Instructions for the task -> Where the word "space" shows up in a line below, that line is counted. State how many lines are counted, without any other words.

Given information ->

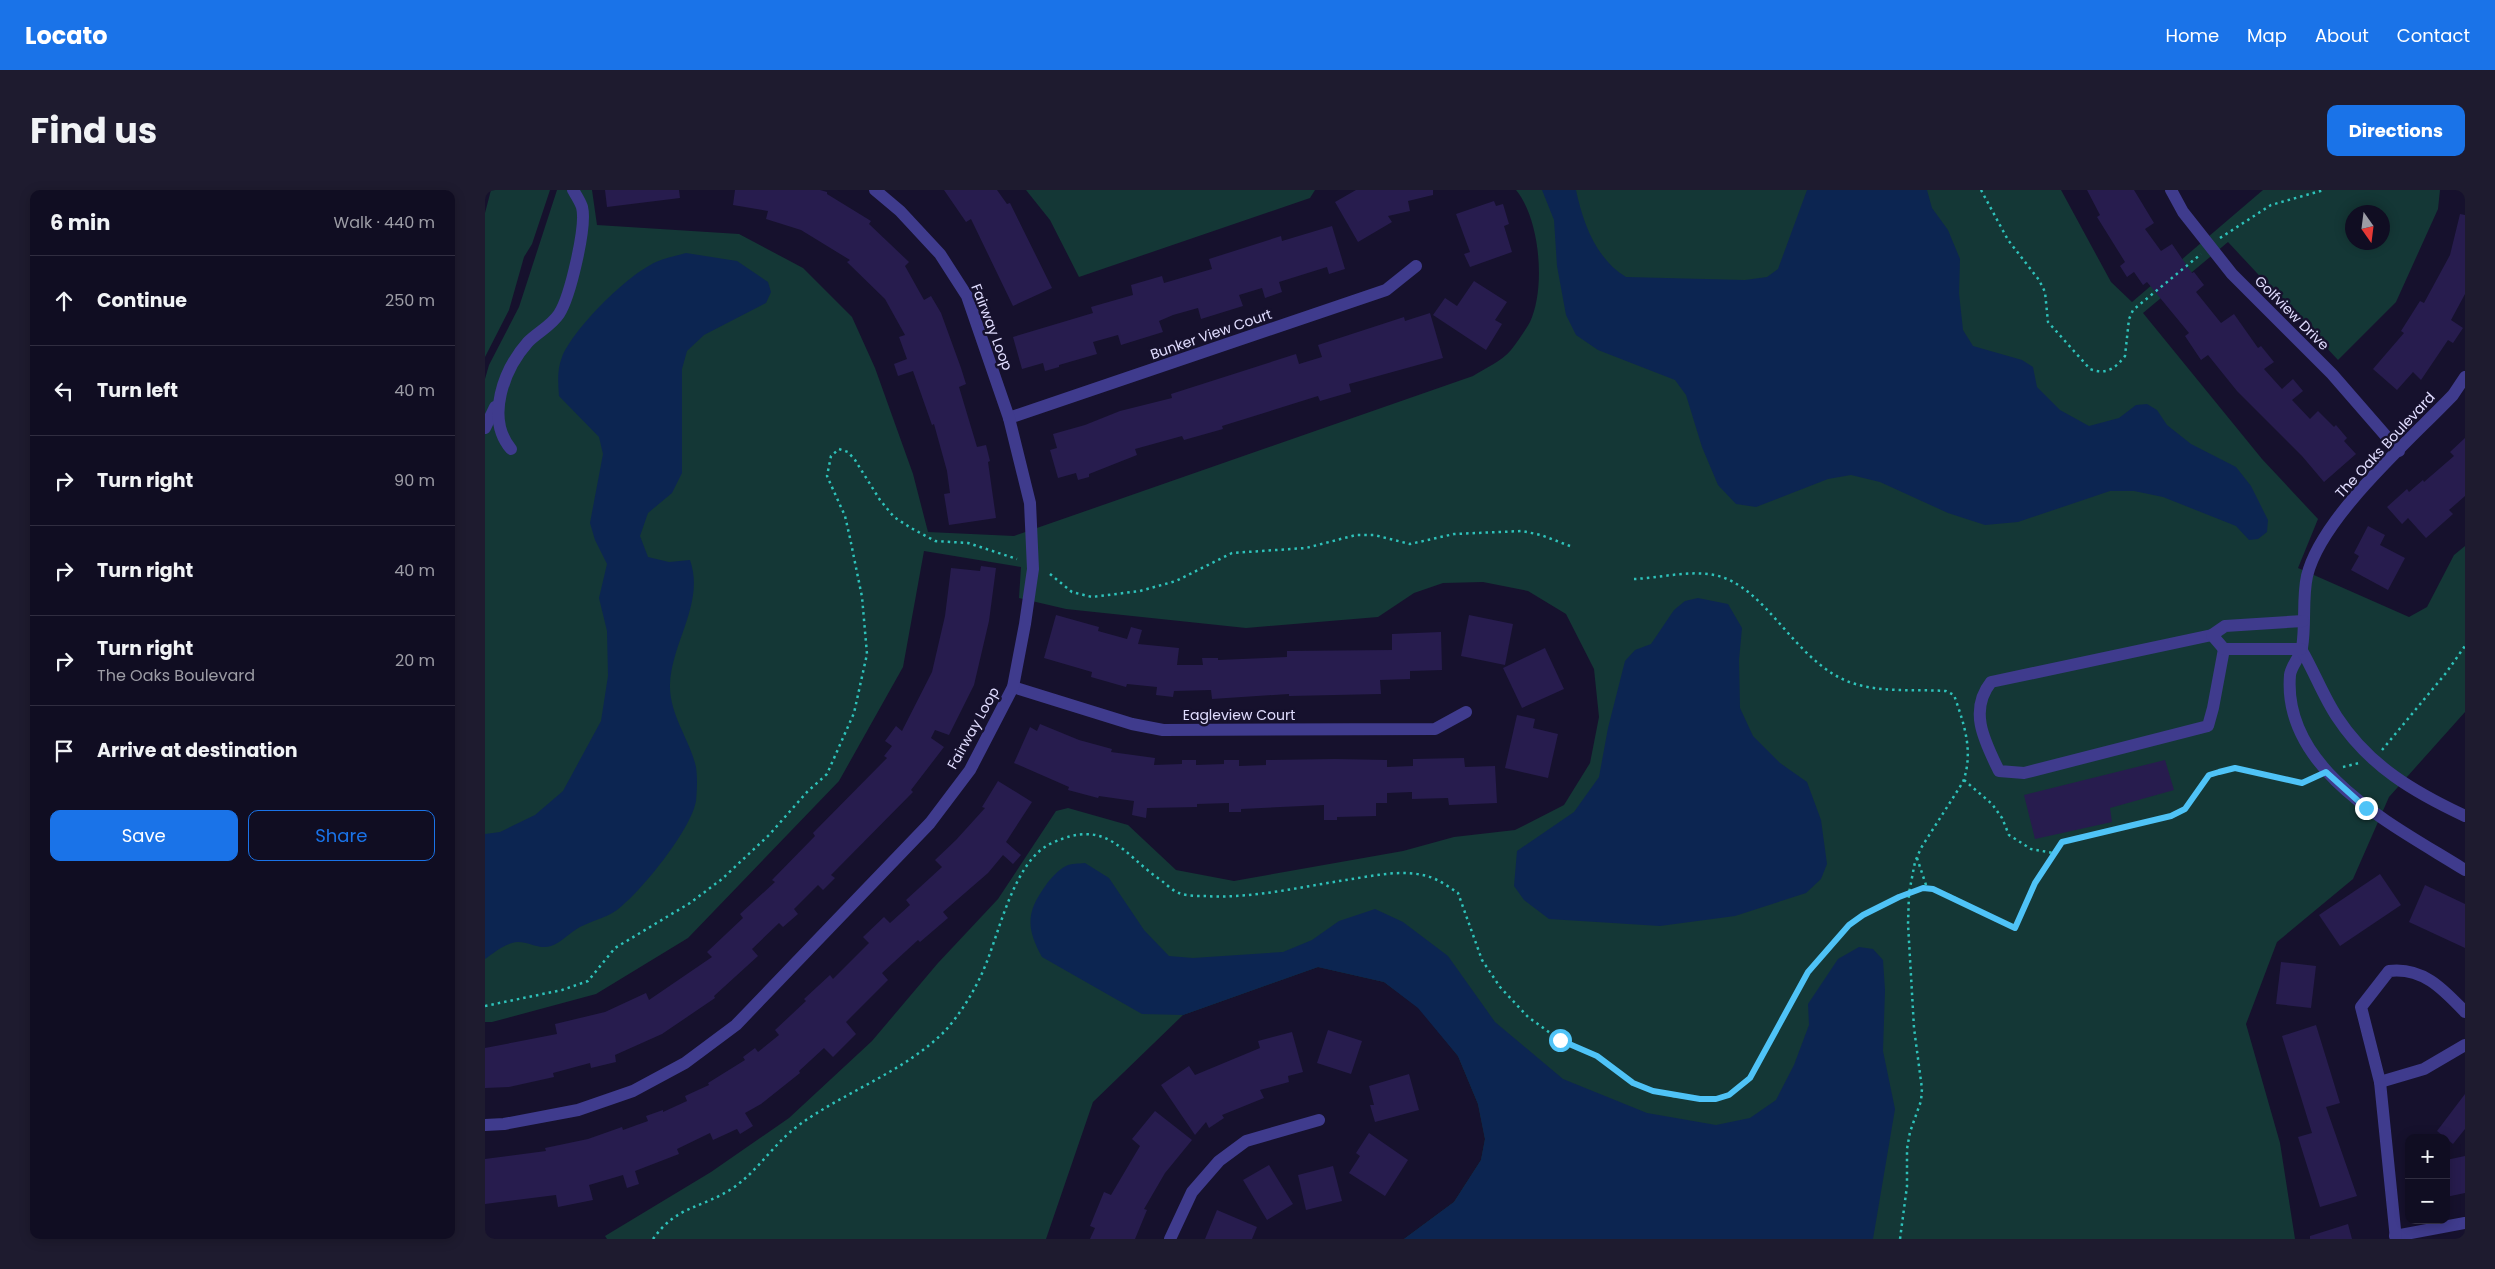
<!DOCTYPE html>
<meta charset="utf-8">
<style>
:root{--surface:#100d22;--page:#1e1b2f;--text:#f1f3f6;--muted:#9c9ca5;--line:#302d40;--accent:#1a73e8}
body{margin:0;font-family:Poppins,sans-serif;background:var(--page);color:var(--text)}
.controls{position:absolute;right:15px;bottom:15px;display:grid;overflow:hidden;border-radius:10px;box-shadow:0 2px 12px #0003}
.controls button{width:45px;height:45px;display:grid;place-items:center;padding:0;border:0;border-bottom:1px solid var(--line);background:var(--surface);color:var(--text);font:25px sans-serif}
.compass{position:absolute;left:1860px;top:15px;width:45px;height:45px;border-radius:50%;background:var(--surface);box-shadow:0 2px 12px #0003;rotate:166deg}
.stop{position:absolute;width:15px;height:15px;margin:-11px;border:4px solid #4fc3f7;border-radius:50%;background:#fff}
.stop.end{background:#4fc3f7;border-color:#fff;box-shadow:0 1px 5px #0008}
.list{margin:0;padding:0;list-style:none}
h2{display:flex;justify-content:space-between;align-items:center;height:65px;margin:0;padding:0 20px;font-size:21px}
h2 small{font-size:16px;font-weight:400;color:var(--muted)}
.list li{display:grid;grid-template-columns:32px 1fr auto;gap:15px;align-items:center;box-sizing:border-box;height:90px;padding:0 20px;border-top:1px solid var(--line)}
.list b{display:block;font-size:19px;white-space:nowrap}
.list p{margin:0;font-size:16px;white-space:nowrap;color:var(--muted)}
.list em{font-size:16px;font-style:normal;color:var(--muted)}
.actions{display:flex;gap:10px;padding:15px 20px}
.actions a{flex:1;padding:11px 0;border:1px solid var(--accent);border-radius:10px;text-align:center;font-size:18px;color:var(--accent)}
.actions .main{background:var(--accent);color:#fff}
.icon{flex:none;width:28px;height:28px;fill:none;stroke:currentColor;stroke-width:2;stroke-linecap:round;stroke-linejoin:round}
.map{position:relative;flex:none;width:1980px;height:1049px;overflow:hidden;border-radius:10px}
header{display:flex;align-items:center;gap:30px;box-sizing:border-box;height:70px;padding:0 25px;background:var(--accent);color:#fff}
header strong{font-size:24px}
nav{display:flex;gap:28px;margin-inline-start:auto;font-size:18px}
.intro{display:flex;align-items:center;justify-content:space-between;box-sizing:border-box;height:120px;padding:0 30px}
h1{margin:0;font-size:35px}
.button{padding:12px 22px;border-radius:10px;background:var(--accent);color:#fff;font-size:18px;font-weight:700}
main{display:flex;gap:30px;padding:0 30px}
aside{flex:1;background:var(--surface);border-radius:10px;box-shadow:0 2px 12px #0003}
.map>svg:first-child{display:block}
</style>
<header>
<strong>Locato</strong>
<nav><a>Home</a><a>Map</a><a>About</a><a>Contact</a></nav>
</header>
<div class="intro"><h1>Find us</h1><a class="button">Directions</a></div>
<main>
<aside>
<h2>6 min<small>Walk · 440 m</small></h2>
<ul class="list">
<li><svg class="icon" aria-label="ahead" viewBox="0 0 24 24"><path d="M12 20V5M6 11l6-6 6 6"/></svg><div><b>Continue</b></div><em>250 m</em></li>
<li><svg class="icon" aria-label="left" viewBox="0 0 24 24"><path d="M17 20v-9H6M10 6l-5 5 5 5"/></svg><div><b>Turn left</b></div><em>40 m</em></li>
<li><svg class="icon" aria-label="right" viewBox="0 0 24 24"><path d="M7 20v-9h11M14 6l5 5-5 5"/></svg><div><b>Turn right</b></div><em>90 m</em></li>
<li><svg class="icon" aria-label="right" viewBox="0 0 24 24"><path d="M7 20v-9h11M14 6l5 5-5 5"/></svg><div><b>Turn right</b></div><em>40 m</em></li>
<li><svg class="icon" aria-label="right" viewBox="0 0 24 24"><path d="M7 20v-9h11M14 6l5 5-5 5"/></svg><div><b>Turn right</b><p>The Oaks Boulevard</p></div><em>20 m</em></li>
<li><svg class="icon" aria-label="arrive" viewBox="0 0 24 24"><path d="M6 21V4h12l-3 4 3 4H6"/></svg><div><b>Arrive at destination</b></div></li>
</ul>
<div class="actions"><a class="main">Save</a><a>Share</a></div>
</aside>
<div class="map">
<svg width="1980" height="1049" viewBox="0 0 1980 1049">
<rect width="100%" height="100%" fill="#16112d"/>
<g fill="#143736" fill-rule="evenodd">
<path d="M6,0H65L47,54L39,67L24,120L0,167V23Z"/>
<path d="M72,0H107L112,35L254,44L318,78L367,127L390,178L428,284L443,342L529,346L988,186C999,179 1017,171 1026,160C1032,152 1040,141 1045,132C1061,98 1055,29 1031,0H1576L1626,92L1647,112L1778,0H1955L1953,19L1911,112L1853,170L1743,52L1658,123L1777,269L1833,329L1813,378L1924,427L1942,417L1969,365L1980,356V522L1904,607L1868,689L1792,752L1761,834L1795,953L1810,1049H919L969,1012L996,970L1000,949L993,914L973,866L934,818L899,792L833,777L698,825L608,912L561,1049H122L120,1046L226,982L304,928L387,851L453,773L513,709L571,621L583,618L643,635L691,680L749,691L918,661L969,647L1030,640L1079,615L1105,573L1114,527L1109,479L1081,424L1043,401L998,392L958,393L929,403L893,427L761,438L581,419L534,408L536,377L439,361L418,477L354,591L203,748L111,804L7,832H0V189L4,175L34,117ZM1868,22H1898V52H1868Z"/>
<path d="M541,0H830L825,8L594,87L565,30Z"/>
</g>
<g fill="#0c2551">
<path d="M1057,0H1091C1098,33 1111,69 1141,87L1260,90L1282,87L1293,79L1322,0H1442L1447,18L1463,40L1475,69L1474,103L1478,140L1488,156L1537,170L1548,177L1552,197L1575,220L1604,236L1634,228L1651,215L1662,214L1672,220L1682,235L1706,254L1751,277L1766,296L1783,330L1782,342L1773,349L1764,350L1751,336L1678,307L1649,301H1625L1533,332L1500,335L1463,323L1395,292L1366,285L1343,289L1271,317L1251,314L1233,295L1217,257L1201,205L1190,190L1113,160L1091,145L1081,125L1072,76L1069,30Z"/>
<path d="M201,63L252,71L283,92L286,102L281,113L219,145L202,161L197,179V283L187,303L163,323L155,346L163,367L184,372L205,370C220,413 187,451 185,494C184,523 203,547 210,573C213,583 212,601 211,611C206,640 156,702 132,720C121,728 106,731 95,737C85,742 76,753 66,756C55,760 44,752 33,752C20,753 10,762 0,769V644L15,642L50,625L78,601L116,531L123,486L122,441L114,408L122,374L110,350L105,333L118,264L114,247L74,206C73,192 72,180 77,167C89,138 142,85 171,72C180,68 191,66 201,63Z"/>
<path d="M1213,408L1243,414L1257,438L1254,470L1255,518L1268,546L1295,573L1322,592L1336,630L1342,674L1336,689L1321,703L1250,726L1175,736L1064,729L1039,710L1029,696L1032,661L1089,622L1114,587L1123,538L1140,471L1150,460L1166,454L1189,420L1200,411Z"/>
<path d="M600,673L624,688L659,740L684,766L708,768L798,762L827,750L854,731L890,719L918,732L963,766L1010,832L1078,889L1162,923L1231,935L1265,928L1291,910L1309,875L1324,835L1323,814L1353,769L1374,757L1388,759L1398,770L1400,800L1398,861L1410,919L1388,1049H919L969,1012L996,970L1000,949L993,914L973,866L933,818L899,792L833,777L698,825L657,824L557,767C541,738 541,722 561,695C565,689 574,679 581,676C586,673 594,674 600,673Z"/>
</g>
<g fill="#271c4e">
<path d="M120,0H194L195,8L122,17Z"/>
<path d="M250,0H335L342,2V4L386,31L384,34L424,72L420,76L439,110L446,106L456,123L476,178L481,194L474,197L492,257L501,255L505,271L503,272L511,328L464,335L459,304L465,303L462,281L449,234L447,235L428,181L413,186L409,174L422,169L414,147L420,145L400,109L362,72L365,70L316,40L281,29L283,21L248,15Z"/>
<path d="M459,0H512L522,14L525,13L567,98L528,116L486,29L481,32Z"/>
<path d="M871,0H948V5L923,11L925,21L903,26L907,32L873,52L850,12Z"/>
<path d="M1602,0H1649L1669,33L1660,39L1676,61L1687,54L1707,83L1709,82L1719,95L1711,102L1736,133L1749,124L1773,158L1776,156L1789,172L1779,179L1797,199L1808,189L1818,201L1807,210L1825,229L1833,221L1849,237L1851,235L1862,248L1859,251L1871,264L1839,292L1817,266L1752,201L1723,165L1716,170L1700,146L1704,143L1662,92L1658,95L1649,82L1642,87L1635,76L1640,72L1612,27L1615,25Z"/>
<path d="M1009,11L1011,16L1018,14L1024,34L1019,36L1027,62L985,77L979,64L985,62L971,24Z"/>
<path d="M1975,24L1980,25V104L1966,130L1978,138L1968,153L1963,150L1936,190L1928,182L1912,200L1888,179L1919,143L1916,141L1935,111L1939,113L1965,65Z"/>
<path d="M847,36L860,79L844,84L842,77L794,92L797,102L780,108L777,98L754,105L758,116L716,129L713,118L688,125L674,131L678,142L636,155L633,145L608,152L612,164L574,175V177L560,181L558,173L537,179L528,147L608,123L606,117L648,105L646,95L677,86L679,93L727,79L724,69L796,46L797,51Z"/>
<path d="M989,91L1022,112L1010,130L1017,134L1001,160L948,125L960,108L972,116Z"/>
<path d="M945,123L958,168L864,194L866,202L835,211L833,206L737,236L738,239L699,250L697,246L650,259L652,265L604,284V287L593,290L591,283L573,288L565,260L572,258L568,244L600,235L635,221L687,208L686,204L811,164L814,174L837,167L833,155L919,127L920,131Z"/>
<path d="M1980,248V306L1964,320L1968,324L1941,348L1923,328L1917,334L1902,317L1922,299L1924,302L1938,290L1939,292L1969,266L1965,262Z"/>
<path d="M1883,336L1900,345L1895,355L1920,368L1903,400L1866,380L1874,366L1869,363Z"/>
<path d="M496,376L511,378L504,431L489,495L464,545L450,540L446,548L459,557L426,600L428,602L346,685L350,688L338,700L333,695L309,719L313,724L298,737L294,733L267,759L273,766L229,806L230,808L177,844L130,865L131,872L106,878L105,873L68,883L69,887L24,897L0,898V858L72,844L70,834L120,822L161,803L164,810L227,767L222,762L258,728L255,724L290,692L287,690L330,646L328,643L402,568L399,566L407,556L400,551L411,536L417,541L447,482L460,426L466,378L495,381Z"/>
<path d="M571,425L614,437L613,441L642,449L646,437L657,440L653,454L694,458L692,475H718L717,468H733V470L802,467V461L907,460V444L956,442L957,480L925,481V489L895,490L896,504L804,506V504L727,509L726,500L689,501L688,507L671,505L672,497L642,494L641,497L606,487L607,482L559,468Z"/>
<path d="M984,425L1028,434L1020,475L976,466Z"/>
<path d="M1060,458L1079,499L1037,518L1018,478Z"/>
<path d="M1032,525L1050,529L1048,538L1073,544L1063,588L1020,578Z"/>
<path d="M555,534L594,550L627,559L626,562L670,568L669,575L697,574V570H711V575L739,574V570H754V576L781,575V570L850,569L902,570V577L928,576V569L979,568L980,577L1010,576L1012,613L964,615L963,608L927,609V602L902,603V613H891V626L852,627V630H839V615L756,619V622H744V613L712,614V617L662,618L661,628L647,625L649,611L614,606L613,608L583,600L584,597L529,573L545,537L552,541Z"/>
<path d="M1680,570L1689,600L1625,618L1627,632L1550,649L1539,605Z"/>
<path d="M513,591L547,612L521,652L536,665L528,674L518,665L503,683L458,722L463,728L435,752L433,750L397,783L403,790L361,832L371,844L348,867L339,858L314,881L315,883L276,914L260,923L268,936L255,944L252,939L228,950L225,943L192,959L194,964L150,981L154,994L142,998L138,985L104,995L108,1010L73,1017L71,1005L0,1014V969L61,961L60,958L103,949L137,937L138,940L163,931L161,926L178,920V922L202,911L200,906L224,895L223,893L260,870L258,867L270,858L273,862L294,845L290,840L321,811L319,809L345,785L348,789L384,753L378,747L399,727L405,733L425,715L421,710L457,677L450,670L471,650L500,618L497,617Z"/>
<path d="M1895,684L1916,715L1855,756L1834,725Z"/>
<path d="M1940,695L1980,714V758L1924,732Z"/>
<path d="M1796,772L1831,776L1826,818L1791,814Z"/>
<path d="M1831,835L1855,913L1841,917L1872,1006L1835,1017L1813,947L1827,943L1797,846Z"/>
<path d="M843,840L877,851L866,884L832,873Z"/>
<path d="M807,842L818,882L803,886L804,892L775,900L779,908L737,925L739,928L724,938L721,932L710,945L676,895L704,876L710,885L775,858L773,851Z"/>
<path d="M924,884L934,920L890,932L885,915H889L884,896Z"/>
<path d="M1980,904V939L1968,954L1952,941Z"/>
<path d="M670,921L707,950L680,983L659,1019L662,1020L650,1049H605L610,1038L605,1036L619,1002L626,1005L655,956L647,949Z"/>
<path d="M884,943L923,970L900,1006L864,983L875,966L871,963Z"/>
<path d="M1980,966V1003L1961,1007V970Z"/>
<path d="M784,975L808,1014L782,1030L758,990Z"/>
<path d="M848,976L857,1011L821,1020L813,985Z"/>
<path d="M732,1020L772,1037L767,1049H720Z"/>
<path d="M1863,1034L1867,1049H1825V1046Z"/>
</g>
<g fill="none" stroke-linecap="round" stroke-linejoin="round">
<g stroke="#2ec2ba" stroke-width="2.5" stroke-dasharray="2.5 4" stroke-linecap="butt">
<path d="M1496,0L1523,50L1554,90L1560,102L1563,132L1605,179C1621,185 1630,179 1640,166L1644,129L1648,120L1716,64"/>
<path d="M1735,48L1786,15L1839,0"/>
<path d="M565,384L587,402L607,407L655,401L691,391L747,363L821,358L871,345H889L925,354L969,344L1037,341L1056,345L1085,356"/>
<path d="M1149,389C1174,388 1204,380 1229,385C1282,395 1309,473 1367,493C1397,503 1430,499 1461,501L1469,505C1479,534 1489,561 1478,592L1436,658L1430,672L1424,703L1423,734L1429,838L1437,899L1436,911L1425,942L1422,959V996L1415,1049"/>
<path d="M1897,560L1961,483L1980,456"/>
<path d="M1858,577L1874,573"/>
<path d="M1479,590L1507,614L1517,628L1524,645L1546,659L1568,663"/>
<path d="M1432,668L1442,698"/>
<path d="M0,816L77,800L103,791L130,758L205,713L237,689L284,645L322,602L342,584L369,523L382,464L377,407L365,348L360,326L342,286L346,266L354,259L363,262L370,270L395,310L409,327L426,338L450,351L483,353L532,369"/>
<path d="M168,1049C192,1015 216,1019 248,998C274,980 289,953 314,935C361,901 419,882 460,841C475,824 489,802 498,781C514,746 528,670 567,653C623,627 637,664 677,691C682,695 688,701 694,703C701,706 712,706 719,706C766,709 815,697 861,690C887,686 916,679 942,686C953,689 964,697 973,703L997,770L1015,797L1043,827L1075,850L1112,866L1148,893L1187,906L1215,909H1231L1244,905L1265,888L1323,782L1364,735L1393,717L1438,698C1471,701 1499,729 1530,738L1550,693L1577,652L1686,625L1700,619L1724,585L1734,582L1750,578L1817,593L1829,587"/>
</g>
<g stroke="#3f3b8d" stroke-width="12">
<path d="M1686,0L1698,22L1747,84L1847,184L1914,261"/>
<path d="M1980,187L1968,205C1925,250 1836,327 1822,386C1817,409 1821,434 1817,458C1815,467 1806,476 1805,485C1797,582 1912,637 1980,680"/>
<path d="M524,228L901,100L931,76"/>
<path d="M0,238L10,217"/>
<path d="M26,259C0,228 19,179 43,152C53,142 66,136 74,124C85,107 102,36 97,17C95,11 91,5 88,0"/>
<path d="M1727,445L1506,492C1483,521 1500,552 1514,581L1539,583L1723,536L1728,518L1739,459"/>
<path d="M1816,459C1829,481 1838,506 1852,527C1884,576 1929,602 1980,626"/>
<path d="M1816,459H1739L1727,445L1740,436L1818,431"/>
<path d="M528,497L647,534L678,540L950,539L981,522"/>
<path d="M1895,892L1939,879L1980,855"/>
<path d="M0,935L19,934L93,920L148,901L200,873L251,835L445,633L485,580L528,497L540,434L548,379L545,313L524,228L482,106L455,64L415,21L390,0"/>
<path d="M1910,1046L1980,1033"/>
<path d="M685,1049L707,1002L734,971L761,951L834,930"/>
<path d="M1911,1049L1895,892L1876,817L1904,781C1938,777 1958,799 1980,822"/>
</g>
</g>
<g fill="none" stroke-linecap="round" stroke-linejoin="round">
<path stroke="#4fc3f7" stroke-width="6" d="M1075,850L1112,866L1148,893L1168,901L1215,909H1231L1244,905L1265,888L1323,782L1364,735L1378,725L1414,707L1438,698L1448,699L1530,738L1550,693L1577,652L1686,626L1700,619L1724,585L1734,582L1750,578L1817,593L1841,582L1881,618"/>
</g>
<g text-anchor="middle" stroke-width="5" stroke-linejoin="round" paint-order="stroke">
<g font-size="14" fill="#e1ddff" stroke="#16112d">
<text transform="translate(1807 123) rotate(45)" y="5">Golfview Drive</text>
<text transform="translate(507 137) rotate(69)" y="5">Fairway Loop</text>
<text transform="translate(726 144) rotate(-19)" y="5">Bunker View Court</text>
<text transform="translate(1900 255) rotate(-47)" y="5">The Oaks Boulevard</text>
<text x="754" y="530">Eagleview Court</text>
<text transform="translate(488 538) rotate(-61)" y="5">Fairway Loop</text>
</g>
</g>
</svg>
<div class="controls">
<button>+</button>
<button>−</button>
</div>
<svg class="compass" viewBox="-18 -18 36 36"><path d="M0-13l5 13h-10z" fill="#e53935"/><path d="M0 13l5-13h-10z" fill="#9c9ca5"/></svg>
<div class="stop" style="left:1075px;top:850px"></div>
<div class="stop end" style="left:1881px;top:618px"></div>
</div>
</main>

Written answer -> 4